My gaze wanders back to the blond bun in my line of vision. It barely moves as the young lady my daughter is becoming matches her stride with three young men to her left. They also move with purpose, flags waving in the breeze and my daughter’s counterpart, the left rifle, corresponds in sync. We march, all eyes focused on the white uniform ahead of each of us, “your left, your right, left…left!”

I hear my son as if he’s a mile away, my feet stepping out his orders. I follow with the precision of a soldier, for that is what is expected. The road ahead bends ever so slightly to the right and a cemetery comes into view. Honor, courage and commitment are almost palpable on this humid May morning; the air is thick with patriotism and tears go unshed in the eyes of the multitude. My eyes also well up, yet I force myself to focus. We advance as a group; a hush comes over the already serious crowd. Only the rustling of fabric can be heard as we move over the manicured grass to our exact predetermined positions. We stand at parade rest as one unit, ears open in expectation.

The speech is not unlike the ones I have heard for many years: Reverence to God and country is due. Those who went before us, scratching out our freedom with their blood sweat and tears are to be duly appreciated and respected highly for their incredible sacrifice. But something in me has changed this year; I wear a white uniform.
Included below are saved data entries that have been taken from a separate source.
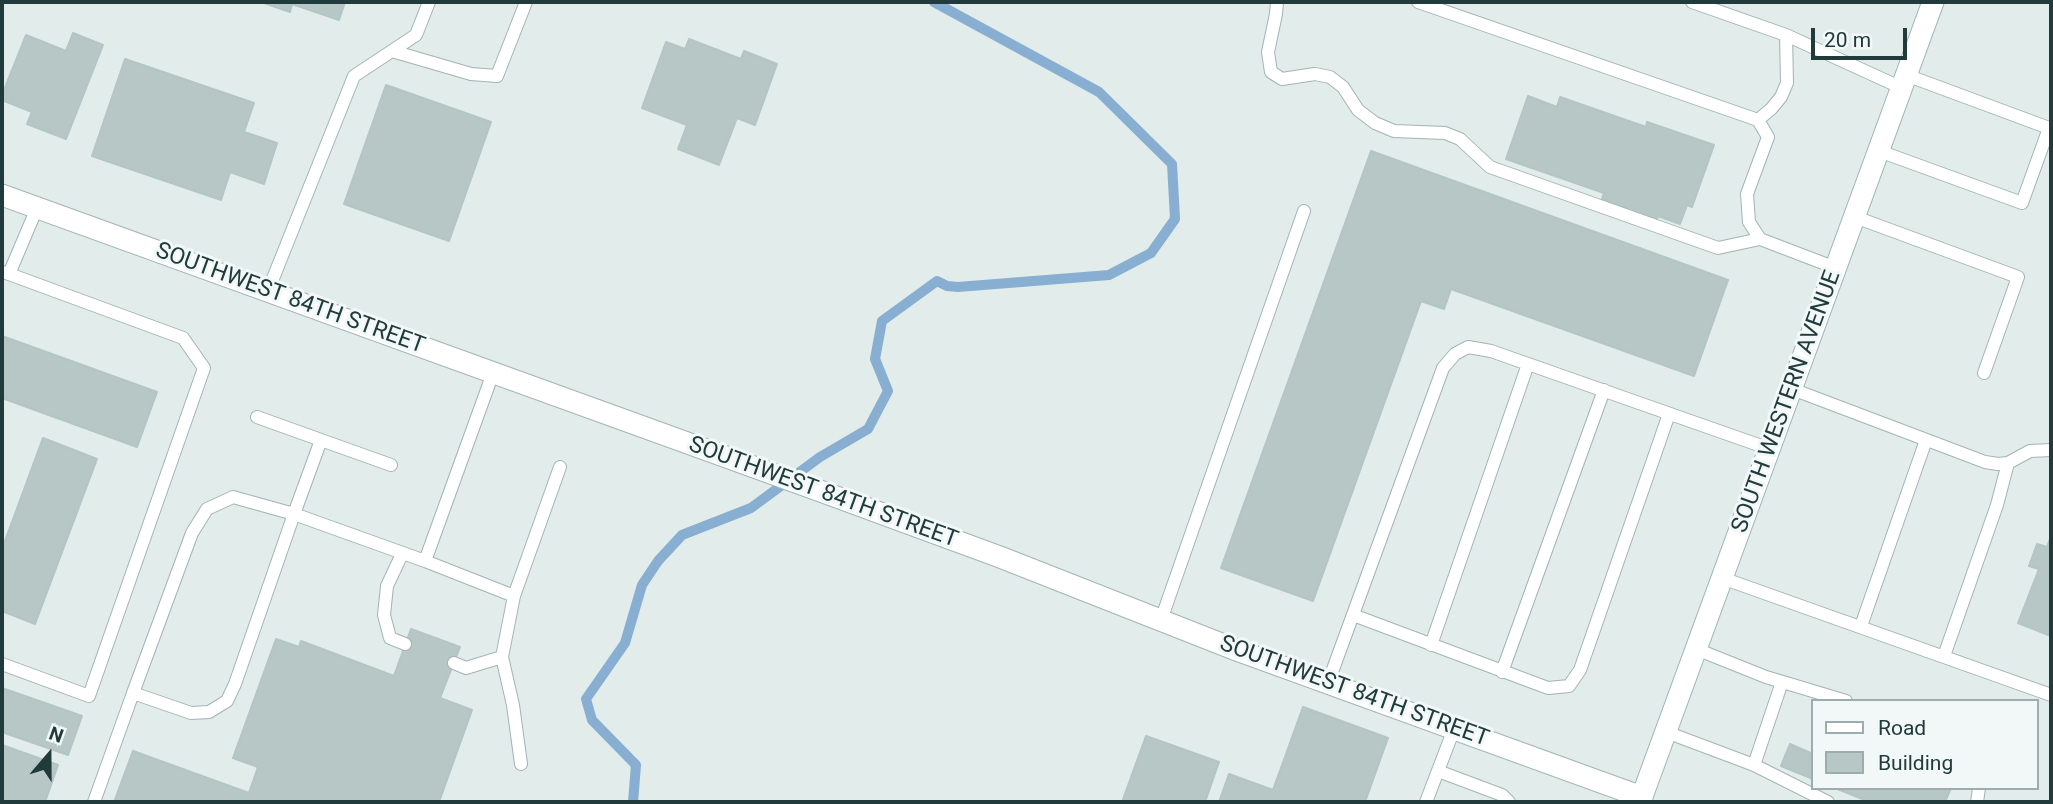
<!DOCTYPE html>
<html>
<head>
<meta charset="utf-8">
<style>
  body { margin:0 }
  #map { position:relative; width:2053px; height:804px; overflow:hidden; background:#e1eceb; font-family:Roboto,sans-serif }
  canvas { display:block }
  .frame { position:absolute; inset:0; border:4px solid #213b3d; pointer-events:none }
  .legend { position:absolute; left:1811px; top:699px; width:228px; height:91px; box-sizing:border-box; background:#f2f8f7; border:2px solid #9eacad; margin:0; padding:9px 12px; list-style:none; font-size:21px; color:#213b3d }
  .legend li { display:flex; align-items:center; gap:14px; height:35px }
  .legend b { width:35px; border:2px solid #9eacad }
  .north { position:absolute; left:14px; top:720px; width:70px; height:70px; -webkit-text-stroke:5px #f2f8f7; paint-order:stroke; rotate:20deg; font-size:19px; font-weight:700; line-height:28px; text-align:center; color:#213b3d }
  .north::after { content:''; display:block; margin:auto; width:24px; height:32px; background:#213b3d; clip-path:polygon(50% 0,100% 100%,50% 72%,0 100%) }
  .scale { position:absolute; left:1811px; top:28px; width:96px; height:32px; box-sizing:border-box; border:4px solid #213b3d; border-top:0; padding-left:9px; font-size:21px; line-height:24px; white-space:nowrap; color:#213b3d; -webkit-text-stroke:5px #f2f8f7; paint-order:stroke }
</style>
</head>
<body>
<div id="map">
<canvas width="2053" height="804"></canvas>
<div class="frame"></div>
<ul class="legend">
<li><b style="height:9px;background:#fff"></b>Road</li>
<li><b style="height:19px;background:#b6c7c5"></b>Building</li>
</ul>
<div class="north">N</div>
<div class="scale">20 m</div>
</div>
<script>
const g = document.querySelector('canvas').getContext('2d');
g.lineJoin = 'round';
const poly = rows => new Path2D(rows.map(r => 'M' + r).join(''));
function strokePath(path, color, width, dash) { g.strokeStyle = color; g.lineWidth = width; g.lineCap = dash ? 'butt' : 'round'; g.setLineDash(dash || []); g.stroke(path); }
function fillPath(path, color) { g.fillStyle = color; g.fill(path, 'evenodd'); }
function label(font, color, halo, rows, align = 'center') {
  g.font = font + ' Roboto,sans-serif'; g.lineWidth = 6; g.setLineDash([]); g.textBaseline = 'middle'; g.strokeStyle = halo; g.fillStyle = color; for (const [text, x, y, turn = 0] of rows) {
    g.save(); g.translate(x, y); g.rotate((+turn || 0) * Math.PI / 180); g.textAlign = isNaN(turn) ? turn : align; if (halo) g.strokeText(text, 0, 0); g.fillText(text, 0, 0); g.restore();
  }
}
const stream = poly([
  [633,802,636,765,592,720,586,699,625,643,642,585,658,561,682,535,751,508,820,457,868,429,888,391,875,359,882,321,937,281,947,286,958,287,1109,275,1151,253,1175,219,1172,164,1099,92,934,2]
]);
const building = poly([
  [261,2,345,2,339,20,292,4,290,12,261,2],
  [73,33,103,45,66,139,27,124,32,112,2,100,2,95,26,35,66,51,73,33],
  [689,39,741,59,744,51,777,64,755,125,737,118,719,165,678,149,687,125,642,108,666,42,685,49,689,39],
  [125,59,254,103,244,132,277,143,264,184,230,172,221,200,92,156,125,59],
  [386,85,491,122,449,241,344,204,386,85],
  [1528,96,1557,107,1560,97,1646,127,1647,122,1714,145,1692,207,1687,205,1680,224,1658,216,1656,221,1605,212,1609,201,1602,199,1604,193,1506,159,1528,96],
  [1371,151,1728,280,1694,376,1451,289,1444,309,1421,301,1313,601,1221,568,1371,151],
  [2,336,157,392,137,447,2,398,2,336],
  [43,438,97,459,35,624,2,611,2,549,43,438],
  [2051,536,2051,636,2018,623,2039,569,2029,566,2037,544,2047,547,2051,536],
  [411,629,460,647,440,698,472,710,439,802,114,802,133,751,249,793,258,767,233,758,276,639,299,647,301,641,394,676,411,629],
  [2,688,82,716,68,755,2,732,2,688],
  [1303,707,1388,738,1365,802,1219,802,1229,774,1273,790,1303,707],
  [1146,736,1219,762,1205,802,1122,802,1146,736],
  [1790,744,1813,754,1813,779,1781,766,1790,744],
  [2,745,58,765,45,802,2,802,2,745],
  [1835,788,1951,788,1945,802,1870,802,1835,788]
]);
const service = poly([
  [1277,2,1276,14,1268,52,1271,72,1282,79,1315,74,1330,77,1343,87,1358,110,1375,123,1394,131,1445,133,1460,139,1490,167,1718,248,1760,239],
  [1418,2,1758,120,1768,137,1747,194,1749,222,1760,239,1836,268],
  [1692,2,1786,35,1902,88],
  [392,51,471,74,497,76,526,2],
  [1758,120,1771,109,1781,97,1787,83,1786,35],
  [1879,151,2022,203,2049,128,1906,75],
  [1855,217,2018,277,1984,373],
  [2,272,9,274,37,208],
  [268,291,354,76,416,35,429,2],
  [493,373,425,561,514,596,560,467],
  [1792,389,1985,462,1998,464,2008,463,2030,451,2051,450],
  [321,440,391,465],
  [402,554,387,586,384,615,390,638,405,644],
  [1722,578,2051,695],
  [514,596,502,657,513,705,521,764],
  [1353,615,1548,688,1569,686,1580,670,1669,414],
  [1161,620,1304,211],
  [1861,626,1926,440],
  [1431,645,1528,364],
  [1696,649,1766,677,1846,701],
  [1944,656,1997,505,2008,463],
  [454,663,466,668,502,657],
  [2,664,89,696,204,368,183,338,9,274],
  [1502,672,1604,390],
  [1328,683,1443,368,1455,354,1468,347,1491,351,1770,449],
  [133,693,192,533,207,509,233,497,294,514,321,440,257,417],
  [1666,732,1754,765,1828,802],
  [1754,765,1782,682],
  [1438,771,1502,795,1509,802],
  [94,802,133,693,191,713,209,712,227,701,235,684,294,514,425,561],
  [1426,802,1454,729],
  [1977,802,1979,788]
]);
const minor = poly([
  [2,195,823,492,1000,557,1239,651,1642,797]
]);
const secondary = poly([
  [1640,802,1933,2]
]);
const streetNames = [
  ["SOUTHWEST 84TH STREET",290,299,20],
  ["SOUTH WESTERN AVENUE",1787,402,-70],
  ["SOUTHWEST 84TH STREET",823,493,20],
  ["SOUTHWEST 84TH STREET",1354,692,20]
];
strokePath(stream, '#88aed2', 10);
fillPath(building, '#b6c7c5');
strokePath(building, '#b3c5c4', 2);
strokePath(service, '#a4b3b3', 14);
strokePath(minor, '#a4b3b3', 23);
strokePath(secondary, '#9fb8b7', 23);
strokePath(service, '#fff', 12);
strokePath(minor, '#fff', 21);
strokePath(secondary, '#fff', 21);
label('23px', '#213b3d', '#f2f8f7', streetNames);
</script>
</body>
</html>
I do not feel worthy of such. I am almost uncomfortable in this place. I do not deserve to be in the company of such greatness; yet I stand counted among this noble collection of persons.
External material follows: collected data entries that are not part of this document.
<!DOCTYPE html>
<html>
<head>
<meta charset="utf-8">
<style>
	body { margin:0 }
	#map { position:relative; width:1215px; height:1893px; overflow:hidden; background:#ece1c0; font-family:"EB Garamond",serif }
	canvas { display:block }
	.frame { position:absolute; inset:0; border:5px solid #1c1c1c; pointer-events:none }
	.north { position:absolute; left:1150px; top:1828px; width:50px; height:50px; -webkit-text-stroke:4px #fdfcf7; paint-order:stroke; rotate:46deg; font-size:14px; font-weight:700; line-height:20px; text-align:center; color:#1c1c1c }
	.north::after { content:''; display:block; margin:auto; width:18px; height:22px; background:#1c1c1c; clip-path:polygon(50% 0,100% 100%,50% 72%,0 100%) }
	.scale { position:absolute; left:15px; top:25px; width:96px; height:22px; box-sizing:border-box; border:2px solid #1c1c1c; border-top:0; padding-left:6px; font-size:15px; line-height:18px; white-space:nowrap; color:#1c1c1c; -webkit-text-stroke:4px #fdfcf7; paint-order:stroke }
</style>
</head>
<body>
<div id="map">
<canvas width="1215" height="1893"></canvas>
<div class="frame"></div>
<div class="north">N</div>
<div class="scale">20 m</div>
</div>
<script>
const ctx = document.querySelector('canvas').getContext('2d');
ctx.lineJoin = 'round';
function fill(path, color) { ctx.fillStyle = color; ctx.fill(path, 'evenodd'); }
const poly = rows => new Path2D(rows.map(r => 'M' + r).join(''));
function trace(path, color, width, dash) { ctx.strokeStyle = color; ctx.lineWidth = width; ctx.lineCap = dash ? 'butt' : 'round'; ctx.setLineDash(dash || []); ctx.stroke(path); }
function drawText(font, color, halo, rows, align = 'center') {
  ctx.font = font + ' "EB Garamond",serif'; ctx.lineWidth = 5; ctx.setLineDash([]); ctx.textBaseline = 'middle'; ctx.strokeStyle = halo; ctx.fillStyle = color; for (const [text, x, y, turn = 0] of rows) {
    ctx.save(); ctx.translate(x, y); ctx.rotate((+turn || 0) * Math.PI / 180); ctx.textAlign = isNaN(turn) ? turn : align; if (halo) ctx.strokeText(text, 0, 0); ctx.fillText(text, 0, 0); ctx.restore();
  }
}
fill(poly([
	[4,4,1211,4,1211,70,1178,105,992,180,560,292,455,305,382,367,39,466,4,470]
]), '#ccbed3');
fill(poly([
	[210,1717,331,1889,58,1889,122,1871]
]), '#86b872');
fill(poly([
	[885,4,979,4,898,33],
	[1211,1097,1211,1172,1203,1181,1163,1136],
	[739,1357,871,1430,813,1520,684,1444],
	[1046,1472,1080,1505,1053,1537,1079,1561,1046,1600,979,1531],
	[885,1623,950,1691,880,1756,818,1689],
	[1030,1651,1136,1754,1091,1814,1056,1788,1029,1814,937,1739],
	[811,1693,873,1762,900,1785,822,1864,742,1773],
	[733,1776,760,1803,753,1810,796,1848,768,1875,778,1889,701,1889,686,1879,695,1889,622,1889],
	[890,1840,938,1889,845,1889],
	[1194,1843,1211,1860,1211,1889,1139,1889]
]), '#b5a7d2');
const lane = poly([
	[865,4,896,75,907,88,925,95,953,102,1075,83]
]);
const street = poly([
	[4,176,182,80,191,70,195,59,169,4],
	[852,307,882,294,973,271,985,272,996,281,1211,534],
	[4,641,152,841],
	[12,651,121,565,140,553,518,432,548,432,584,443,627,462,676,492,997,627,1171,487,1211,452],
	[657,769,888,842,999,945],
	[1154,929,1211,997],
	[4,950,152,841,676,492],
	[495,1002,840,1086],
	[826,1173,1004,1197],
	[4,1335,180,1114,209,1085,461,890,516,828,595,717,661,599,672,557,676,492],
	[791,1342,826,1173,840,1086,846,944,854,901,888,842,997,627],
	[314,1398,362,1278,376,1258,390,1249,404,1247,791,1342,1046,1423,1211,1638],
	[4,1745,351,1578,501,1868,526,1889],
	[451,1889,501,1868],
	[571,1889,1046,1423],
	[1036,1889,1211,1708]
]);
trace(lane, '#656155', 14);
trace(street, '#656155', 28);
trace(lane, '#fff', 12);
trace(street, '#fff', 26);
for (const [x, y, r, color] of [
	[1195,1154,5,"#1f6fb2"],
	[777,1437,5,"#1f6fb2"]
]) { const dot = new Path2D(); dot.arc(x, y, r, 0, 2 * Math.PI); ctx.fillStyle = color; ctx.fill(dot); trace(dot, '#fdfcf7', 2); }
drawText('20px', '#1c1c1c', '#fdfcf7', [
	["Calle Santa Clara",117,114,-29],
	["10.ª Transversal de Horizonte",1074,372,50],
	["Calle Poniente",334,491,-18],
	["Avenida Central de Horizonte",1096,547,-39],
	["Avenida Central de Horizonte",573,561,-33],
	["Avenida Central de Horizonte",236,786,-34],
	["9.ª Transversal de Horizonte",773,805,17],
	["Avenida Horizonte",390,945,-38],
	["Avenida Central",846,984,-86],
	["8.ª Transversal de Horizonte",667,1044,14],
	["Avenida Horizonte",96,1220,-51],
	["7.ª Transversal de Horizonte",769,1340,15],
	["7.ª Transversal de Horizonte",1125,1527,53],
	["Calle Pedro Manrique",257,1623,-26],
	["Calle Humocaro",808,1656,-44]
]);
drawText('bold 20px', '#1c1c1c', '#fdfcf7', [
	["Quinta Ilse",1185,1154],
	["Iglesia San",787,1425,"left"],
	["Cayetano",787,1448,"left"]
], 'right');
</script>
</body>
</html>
I am part of the Monadnock Squadron of United States Naval Sea Cadet Corps. My family has been extended to include this amazing group of teenagers in formation around me. They make up this organization that I am part of. This is the true meaning of belonging, I think. To be indentified as part of this group stirs the soul. It rocks a person to the core, to be a volunteer in shaping this next generation. It is humbling.

I watch all those around me without moving my head. The speaker finishes with a challenge to all. I take it to heart, all else pales in comparison to this moment. And still, my daughter stands in front of me, a rifle resting beside her and I am moved.

This is family. This is country. This is pride. This is love.

Becky A. Letourneau lives in Dublin.